風来庵風流記

縁側で、ひなたぼっこでもしながら、あれこれ心に映るよしなしごとを、そこはかとなく書き綴ります。

市川海老蔵

2010-12-18 00:13:19 | スポーツ・芸能好き
 最近はNHKもワイドショー化したものだと、以前、別のブログに書きました。ワイドショーは一種の井戸端会議と言えましょう。最近は井戸がないので、井戸端会議という言葉も死語で、それがワイドショーだったり、あるいは井戸端の代わりに公園やスタバやホテルの喫茶店や白金台のイタリアンだったりするのは時代の流れで、いずれにしてもゴシップ好きは変らないと言うことです。
 それが民放だけでなくNHKもワイドショー化しているということは、言わば一億総“井戸端会議”化しているとも言え、なんだか最近の日本人の内向きで海外に出たがらない引き篭もり状況を連想させて、やや憂鬱になります。そしてこの一億総“井戸端会議”化がもつ、図式を単純化し平準化し薄っぺらにする圧力のようなものに、やや違和感を覚えずにはいられません。

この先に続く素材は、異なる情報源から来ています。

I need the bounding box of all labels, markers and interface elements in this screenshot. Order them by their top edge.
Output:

 最近のワイドショーで最もホットな話題は、表題に書いた市川海老蔵の暴行事件です。天下の(!)NHKも詳細に報じていたのには驚きを禁じえませんでしたが、これもただの芸能界ではなく、伝統芸能の世界だからでしょう。市川海老蔵は、本人に人気があるとか重要な人物だからというわけでは全然なく、ただのスケープゴートとして、NHKが庇護する相撲界と言い、歌舞伎界といい、伝統的に裏の世界との繋がりがある伝統芸能の世界にあって、現代の井戸端会議の格好の標的になっているわけです。

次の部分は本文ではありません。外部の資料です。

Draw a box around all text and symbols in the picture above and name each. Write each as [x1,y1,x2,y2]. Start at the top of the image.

 こうした表と裏の世界は、日本では持ちつ持たれつ、付かず離れずで、社会の陰の部分(金融や娯楽産業など)を構成し、共存してきましたが、他の先進国に倣って、法規制が強まるにつれ、また経済・社会構造が成熟するにつれ、一部は完全に潜伏しつつ、その他のかなりの部分は境界が曖昧になり、表に染み出して表面上は見分けがつかなくなりました。
 現代の井戸端会議は、現代に残された数少ない裏の世界にも容赦なく光を当て、面白おかしく取り上げて、その実、裏の世界との縁を断ち切る一種のキャンペーンのような意図を隠しているように見えますが、結局、裏の世界が完全に潜伏するか表に染み出して見分けがつかなくなるかを推し進めるだけで、人間の心に闇がある限り、また社会を構成する中では光が当たらない闇が出来る限り、簡単に消えてなくなる類いのものではありません。むしろ潔癖さを追求し、正義感ぶって表面を取り繕ってよしとする現代の日本の風潮には、大衆化という一言では片付けられないような、ある種の脆さや危うさを感じてしまいます。